We also measured the accuracy of translating the CBCT into pseudo MRI images using the CMEDL, CycleGAN and UNIT methods using Kullback-Leibler (KL) divergence measure. The CMEDL approach resulted in the most accurate translation with the lowest KL divergence of 0.082 when compared with 0.42 for CycleGAN and 0.29 for the UNIT method. Fig. 5 shows representative examples from the test set of translated pMRI images produced using the CMEDL method. As seen, tumor and various structures in the MRI are clearly visualized with clear boundary seen between tumor and central structures compared to the corresponding CBCT image.

FIG. 5:

FIG. 5:

Representative examples of pMRI generated from CBCT images using the CMEDL method. The tumor region is enclosed in the red contour.

E. Visualization of feature maps produced in student network of CMEDL vs. CT only network

Finally, we studied how providing MRI information leads to differences in the computed features and ultimately segmentation improvement on CT. Fig. 6 shows example eight randomly chosen feature maps from the last layer (with size of 256×256×64) of Unet model when using the CBCT-only model (Fig. 6(a)) and the features computed from the corresponding layer of the CBCT network trained using CMEDL approach (Fig. 6(c)). For reference, the feature maps computed in the same layer for the teacher network when using the pMRI (translated from CBCT) are also shown (Fig. 6(b)). As seen, the feature maps extracted using the CBCT only method are less effective in differentiating the tumor regions from the background parenchyma when compared to the CMEDL CBCT network. Furthermore, the CBCT student network closely matches the feature maps extracted by the teacher network, albeit from a MRI-like image (or the pseudo MRI). More importantly, the CBCT student network captured the contrast inherent in the MRI between tumor and its background clearly even when it is fed only CBCT images, which in turn contributes to more accurate segmentation.

FIG. 6:

FIG. 6:

Feature activaton maps computed from (a) CBCT Unet, (b) teacher network of CMEDL, and (c) student CBCT network.

IV. DISCUSSION

In this work, we introduced a new approach to leverage higher contrast information from more informative MRI modality to improve CBCT segmentation. Our approach uses unpaired sets of MRI and CBCT images from different sets of patients and learns to extract informative features on CBCT that help to obtain a good lung tumor segmentation, even for some centrally located tumors. Our approach shows a clear improvement over CBCT only segmentation and is also slightly more accurate than using pseudo MRI representation for segmentation. More importantly, using cross-modality distillation to constrain learning improves CBCT network’s segmentation such that there is no need for a cross-modality segmentation network once the training is done. In fact, this segmentation was more slightly accurate than using the CMEDL network combined with the MR segmentation network.

To our best knowledge, this is one of the first works to address the problem of fully automatic lung tumor segmentation on CBCT images. Prior work on CBCT used semi-automated segmentation[39], and the CBCT deep learning methods were applied to segment pelvic normal organs[7, 8].

Our results showed that the MRI information educed on CBCT is most useful when used as hints through cross-modality distillation.
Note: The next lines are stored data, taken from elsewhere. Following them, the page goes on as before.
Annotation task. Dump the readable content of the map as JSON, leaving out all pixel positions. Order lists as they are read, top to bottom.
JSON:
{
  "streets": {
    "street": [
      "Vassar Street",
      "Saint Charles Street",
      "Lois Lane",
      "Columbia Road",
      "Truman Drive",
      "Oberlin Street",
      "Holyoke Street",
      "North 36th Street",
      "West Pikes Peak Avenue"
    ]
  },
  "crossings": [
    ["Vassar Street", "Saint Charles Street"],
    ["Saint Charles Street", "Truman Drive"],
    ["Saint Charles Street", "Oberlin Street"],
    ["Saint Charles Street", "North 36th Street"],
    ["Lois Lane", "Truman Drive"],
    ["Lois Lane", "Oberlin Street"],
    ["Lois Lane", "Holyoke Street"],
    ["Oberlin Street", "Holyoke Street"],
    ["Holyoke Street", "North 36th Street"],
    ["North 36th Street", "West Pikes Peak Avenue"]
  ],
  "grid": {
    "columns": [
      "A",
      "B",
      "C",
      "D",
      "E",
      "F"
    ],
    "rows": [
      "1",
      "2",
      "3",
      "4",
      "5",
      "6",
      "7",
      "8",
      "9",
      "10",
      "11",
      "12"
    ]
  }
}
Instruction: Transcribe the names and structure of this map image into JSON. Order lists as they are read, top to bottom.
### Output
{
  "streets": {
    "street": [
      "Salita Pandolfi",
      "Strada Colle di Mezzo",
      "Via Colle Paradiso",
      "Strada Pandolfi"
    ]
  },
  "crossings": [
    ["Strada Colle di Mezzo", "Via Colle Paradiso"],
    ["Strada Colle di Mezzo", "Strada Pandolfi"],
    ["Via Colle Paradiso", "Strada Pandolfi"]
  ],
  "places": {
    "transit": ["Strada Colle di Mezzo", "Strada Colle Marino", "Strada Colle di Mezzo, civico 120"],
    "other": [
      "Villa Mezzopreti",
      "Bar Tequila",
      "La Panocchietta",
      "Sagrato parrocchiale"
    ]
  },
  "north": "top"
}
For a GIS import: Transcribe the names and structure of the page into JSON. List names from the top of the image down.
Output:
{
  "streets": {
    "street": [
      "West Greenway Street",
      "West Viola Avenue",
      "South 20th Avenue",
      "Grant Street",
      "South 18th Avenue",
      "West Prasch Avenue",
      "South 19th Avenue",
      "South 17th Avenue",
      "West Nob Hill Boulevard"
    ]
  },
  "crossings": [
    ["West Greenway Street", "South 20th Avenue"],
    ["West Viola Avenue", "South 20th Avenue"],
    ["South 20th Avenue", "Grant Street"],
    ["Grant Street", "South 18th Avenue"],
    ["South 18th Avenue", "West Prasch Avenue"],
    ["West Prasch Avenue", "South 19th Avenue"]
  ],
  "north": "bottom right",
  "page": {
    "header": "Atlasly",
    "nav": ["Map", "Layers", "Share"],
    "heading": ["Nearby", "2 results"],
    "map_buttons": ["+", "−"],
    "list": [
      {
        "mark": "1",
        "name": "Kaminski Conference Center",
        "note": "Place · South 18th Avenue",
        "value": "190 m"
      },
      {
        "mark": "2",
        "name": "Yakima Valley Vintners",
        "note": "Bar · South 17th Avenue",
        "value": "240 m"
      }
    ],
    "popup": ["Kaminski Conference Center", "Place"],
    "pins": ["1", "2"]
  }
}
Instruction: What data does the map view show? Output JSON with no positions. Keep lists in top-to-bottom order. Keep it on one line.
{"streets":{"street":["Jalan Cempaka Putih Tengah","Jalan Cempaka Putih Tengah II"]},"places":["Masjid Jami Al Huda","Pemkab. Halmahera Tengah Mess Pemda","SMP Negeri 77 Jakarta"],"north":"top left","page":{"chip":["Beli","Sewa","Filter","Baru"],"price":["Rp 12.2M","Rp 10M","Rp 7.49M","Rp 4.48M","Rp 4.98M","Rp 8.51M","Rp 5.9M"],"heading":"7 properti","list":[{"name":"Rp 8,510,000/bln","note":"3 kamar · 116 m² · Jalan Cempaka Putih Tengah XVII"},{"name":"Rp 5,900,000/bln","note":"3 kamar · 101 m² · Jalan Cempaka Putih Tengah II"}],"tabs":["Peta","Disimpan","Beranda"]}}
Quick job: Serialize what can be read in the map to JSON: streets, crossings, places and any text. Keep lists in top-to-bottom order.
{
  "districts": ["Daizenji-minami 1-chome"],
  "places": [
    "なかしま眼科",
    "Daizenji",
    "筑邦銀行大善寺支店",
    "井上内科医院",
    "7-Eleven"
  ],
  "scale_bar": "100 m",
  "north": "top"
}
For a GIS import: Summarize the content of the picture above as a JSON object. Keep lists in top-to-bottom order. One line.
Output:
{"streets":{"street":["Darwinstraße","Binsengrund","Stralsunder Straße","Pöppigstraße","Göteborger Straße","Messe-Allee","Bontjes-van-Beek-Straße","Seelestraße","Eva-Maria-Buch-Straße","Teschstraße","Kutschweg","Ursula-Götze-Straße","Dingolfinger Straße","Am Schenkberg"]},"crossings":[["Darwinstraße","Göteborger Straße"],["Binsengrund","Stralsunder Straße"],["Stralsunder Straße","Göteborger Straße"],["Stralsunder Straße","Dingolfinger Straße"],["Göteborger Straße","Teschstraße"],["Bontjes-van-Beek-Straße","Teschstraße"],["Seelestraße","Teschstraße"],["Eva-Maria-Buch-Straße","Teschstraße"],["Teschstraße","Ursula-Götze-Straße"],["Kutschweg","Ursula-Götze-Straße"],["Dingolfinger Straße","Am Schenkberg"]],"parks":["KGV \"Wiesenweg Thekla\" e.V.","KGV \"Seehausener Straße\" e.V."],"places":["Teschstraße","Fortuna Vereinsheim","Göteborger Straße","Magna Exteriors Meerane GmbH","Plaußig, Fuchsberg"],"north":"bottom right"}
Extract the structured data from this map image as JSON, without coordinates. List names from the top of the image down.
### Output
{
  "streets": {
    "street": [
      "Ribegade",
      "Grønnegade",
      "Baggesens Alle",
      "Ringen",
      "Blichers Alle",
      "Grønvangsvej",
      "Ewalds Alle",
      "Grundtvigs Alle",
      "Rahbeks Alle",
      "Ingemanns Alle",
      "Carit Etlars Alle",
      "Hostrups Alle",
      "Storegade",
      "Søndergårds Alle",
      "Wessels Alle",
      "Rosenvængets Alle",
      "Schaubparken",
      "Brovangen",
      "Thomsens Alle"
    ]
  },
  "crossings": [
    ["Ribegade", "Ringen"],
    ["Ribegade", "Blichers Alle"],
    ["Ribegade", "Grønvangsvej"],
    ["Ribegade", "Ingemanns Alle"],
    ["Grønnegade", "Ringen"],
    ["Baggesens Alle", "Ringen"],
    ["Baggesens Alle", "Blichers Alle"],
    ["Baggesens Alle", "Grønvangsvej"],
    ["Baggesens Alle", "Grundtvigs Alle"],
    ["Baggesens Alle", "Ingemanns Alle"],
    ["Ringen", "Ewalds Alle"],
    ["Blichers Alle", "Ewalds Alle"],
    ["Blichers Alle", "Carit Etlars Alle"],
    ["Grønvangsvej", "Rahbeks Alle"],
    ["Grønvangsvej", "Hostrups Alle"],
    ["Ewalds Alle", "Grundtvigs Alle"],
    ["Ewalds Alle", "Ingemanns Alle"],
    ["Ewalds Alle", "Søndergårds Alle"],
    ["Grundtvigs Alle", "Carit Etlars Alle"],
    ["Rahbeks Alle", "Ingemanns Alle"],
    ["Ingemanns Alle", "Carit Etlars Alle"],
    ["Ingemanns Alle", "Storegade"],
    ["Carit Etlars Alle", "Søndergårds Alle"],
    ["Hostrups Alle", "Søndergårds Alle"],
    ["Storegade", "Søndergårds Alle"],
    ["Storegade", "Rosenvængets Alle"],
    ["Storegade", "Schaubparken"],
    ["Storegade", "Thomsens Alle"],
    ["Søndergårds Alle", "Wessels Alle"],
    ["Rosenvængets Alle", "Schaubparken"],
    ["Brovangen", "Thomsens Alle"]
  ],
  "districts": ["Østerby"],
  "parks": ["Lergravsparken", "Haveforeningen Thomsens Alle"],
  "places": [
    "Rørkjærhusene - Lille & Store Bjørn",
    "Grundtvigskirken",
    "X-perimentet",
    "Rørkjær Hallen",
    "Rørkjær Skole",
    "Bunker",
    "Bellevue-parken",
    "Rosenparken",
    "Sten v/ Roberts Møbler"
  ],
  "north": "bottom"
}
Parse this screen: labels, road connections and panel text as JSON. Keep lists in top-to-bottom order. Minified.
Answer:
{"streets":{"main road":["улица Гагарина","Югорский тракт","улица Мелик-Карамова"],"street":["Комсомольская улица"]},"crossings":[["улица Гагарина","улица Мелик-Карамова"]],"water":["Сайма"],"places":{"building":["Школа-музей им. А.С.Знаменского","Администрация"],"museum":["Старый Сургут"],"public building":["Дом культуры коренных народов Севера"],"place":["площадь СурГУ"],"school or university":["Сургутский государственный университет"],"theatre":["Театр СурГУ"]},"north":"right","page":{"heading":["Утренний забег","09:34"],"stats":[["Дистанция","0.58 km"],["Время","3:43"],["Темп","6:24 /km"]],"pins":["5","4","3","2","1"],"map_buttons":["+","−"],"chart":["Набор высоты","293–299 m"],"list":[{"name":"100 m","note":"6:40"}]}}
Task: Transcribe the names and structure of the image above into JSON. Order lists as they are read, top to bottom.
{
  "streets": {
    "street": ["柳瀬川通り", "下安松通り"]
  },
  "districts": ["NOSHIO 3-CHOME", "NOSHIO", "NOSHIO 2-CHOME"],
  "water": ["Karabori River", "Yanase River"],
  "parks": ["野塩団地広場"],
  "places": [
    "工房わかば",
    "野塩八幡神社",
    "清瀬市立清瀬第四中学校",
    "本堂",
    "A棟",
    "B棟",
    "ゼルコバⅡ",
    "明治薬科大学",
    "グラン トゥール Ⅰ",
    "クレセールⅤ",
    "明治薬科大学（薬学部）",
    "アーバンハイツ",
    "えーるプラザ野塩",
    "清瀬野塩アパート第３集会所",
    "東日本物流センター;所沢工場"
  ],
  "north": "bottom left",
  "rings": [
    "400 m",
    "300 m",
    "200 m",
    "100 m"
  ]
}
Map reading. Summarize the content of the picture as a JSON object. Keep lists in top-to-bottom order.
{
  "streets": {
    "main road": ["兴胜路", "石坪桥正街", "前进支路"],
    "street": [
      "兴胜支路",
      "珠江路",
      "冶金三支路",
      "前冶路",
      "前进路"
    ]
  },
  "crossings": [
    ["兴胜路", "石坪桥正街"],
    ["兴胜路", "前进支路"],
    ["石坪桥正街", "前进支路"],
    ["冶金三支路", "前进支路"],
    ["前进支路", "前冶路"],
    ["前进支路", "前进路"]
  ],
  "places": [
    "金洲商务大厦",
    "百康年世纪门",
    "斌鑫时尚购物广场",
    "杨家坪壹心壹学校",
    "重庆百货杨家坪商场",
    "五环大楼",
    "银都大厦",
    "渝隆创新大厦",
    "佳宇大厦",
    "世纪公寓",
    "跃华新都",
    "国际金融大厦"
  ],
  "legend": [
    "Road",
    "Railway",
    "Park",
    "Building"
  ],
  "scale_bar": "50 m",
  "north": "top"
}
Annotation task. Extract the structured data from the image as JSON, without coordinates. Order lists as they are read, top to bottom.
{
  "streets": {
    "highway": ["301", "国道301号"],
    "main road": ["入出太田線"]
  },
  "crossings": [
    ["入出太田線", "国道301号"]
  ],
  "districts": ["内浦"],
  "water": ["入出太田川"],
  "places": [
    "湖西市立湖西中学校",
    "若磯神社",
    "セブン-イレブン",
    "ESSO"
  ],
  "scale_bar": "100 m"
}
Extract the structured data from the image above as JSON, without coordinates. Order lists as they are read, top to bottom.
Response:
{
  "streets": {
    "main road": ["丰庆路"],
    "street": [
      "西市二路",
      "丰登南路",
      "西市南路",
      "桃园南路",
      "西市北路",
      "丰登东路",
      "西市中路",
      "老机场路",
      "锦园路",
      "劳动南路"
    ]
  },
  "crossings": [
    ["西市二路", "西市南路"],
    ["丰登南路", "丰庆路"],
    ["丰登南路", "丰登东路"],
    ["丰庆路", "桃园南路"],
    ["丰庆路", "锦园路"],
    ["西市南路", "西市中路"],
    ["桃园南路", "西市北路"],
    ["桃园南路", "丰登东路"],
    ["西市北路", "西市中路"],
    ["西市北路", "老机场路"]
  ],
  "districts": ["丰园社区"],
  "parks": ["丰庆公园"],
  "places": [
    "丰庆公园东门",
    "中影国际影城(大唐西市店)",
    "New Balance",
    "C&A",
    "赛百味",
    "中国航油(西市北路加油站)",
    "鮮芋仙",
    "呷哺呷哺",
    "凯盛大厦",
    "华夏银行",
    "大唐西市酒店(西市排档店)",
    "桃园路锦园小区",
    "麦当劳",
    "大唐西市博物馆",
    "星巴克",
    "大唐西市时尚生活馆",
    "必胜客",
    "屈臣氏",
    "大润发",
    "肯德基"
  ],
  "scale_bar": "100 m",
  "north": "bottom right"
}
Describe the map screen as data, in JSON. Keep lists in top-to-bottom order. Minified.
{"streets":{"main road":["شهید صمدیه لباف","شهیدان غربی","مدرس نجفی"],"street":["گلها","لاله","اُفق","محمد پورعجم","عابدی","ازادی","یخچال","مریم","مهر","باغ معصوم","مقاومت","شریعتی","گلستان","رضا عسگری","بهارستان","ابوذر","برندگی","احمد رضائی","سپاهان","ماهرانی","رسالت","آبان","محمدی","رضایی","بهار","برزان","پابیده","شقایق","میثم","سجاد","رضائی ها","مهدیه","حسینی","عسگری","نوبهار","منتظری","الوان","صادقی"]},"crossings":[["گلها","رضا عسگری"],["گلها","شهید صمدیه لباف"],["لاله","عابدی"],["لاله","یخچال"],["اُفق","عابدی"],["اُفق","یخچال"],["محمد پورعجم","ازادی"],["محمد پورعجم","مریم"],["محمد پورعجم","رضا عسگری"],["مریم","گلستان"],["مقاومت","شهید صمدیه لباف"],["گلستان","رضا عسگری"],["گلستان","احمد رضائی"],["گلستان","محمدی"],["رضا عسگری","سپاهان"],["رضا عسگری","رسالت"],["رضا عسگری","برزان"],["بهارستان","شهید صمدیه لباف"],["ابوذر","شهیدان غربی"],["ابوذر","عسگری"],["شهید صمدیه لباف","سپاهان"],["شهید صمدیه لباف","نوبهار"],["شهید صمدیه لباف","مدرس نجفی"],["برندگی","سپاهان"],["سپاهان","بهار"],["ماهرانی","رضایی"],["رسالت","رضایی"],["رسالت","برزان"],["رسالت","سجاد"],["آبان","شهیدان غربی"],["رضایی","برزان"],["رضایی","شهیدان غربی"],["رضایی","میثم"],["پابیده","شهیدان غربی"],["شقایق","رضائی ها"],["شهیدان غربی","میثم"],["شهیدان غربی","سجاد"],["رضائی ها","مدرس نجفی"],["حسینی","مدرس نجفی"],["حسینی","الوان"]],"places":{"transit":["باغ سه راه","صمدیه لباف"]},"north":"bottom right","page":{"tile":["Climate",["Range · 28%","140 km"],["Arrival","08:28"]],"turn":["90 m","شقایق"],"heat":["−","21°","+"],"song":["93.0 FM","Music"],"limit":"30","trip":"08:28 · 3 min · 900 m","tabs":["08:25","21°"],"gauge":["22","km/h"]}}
On the other hand, the frameworks that used the synthesized pseudo MRIs directly for segmentation were less accurate. We believe this occurs due to the difficultly of producing spatially accurate translation of CBCT into pseudo MRI. This is lesser issue when using the pseudo MRI only to provide hints for high-level features extracted on CBCT, but accurate I2I translation is more important when using the translated image for segmentation. As shown, both pMRI-Cycle and pMRI-UNIT were comparable in performance. On the other hand, the pMRI-CMEDL approach, which uses side information from CBCT student network to also constrain the I2I translation improves the accuracy of the teacher network for segmenting CBCT.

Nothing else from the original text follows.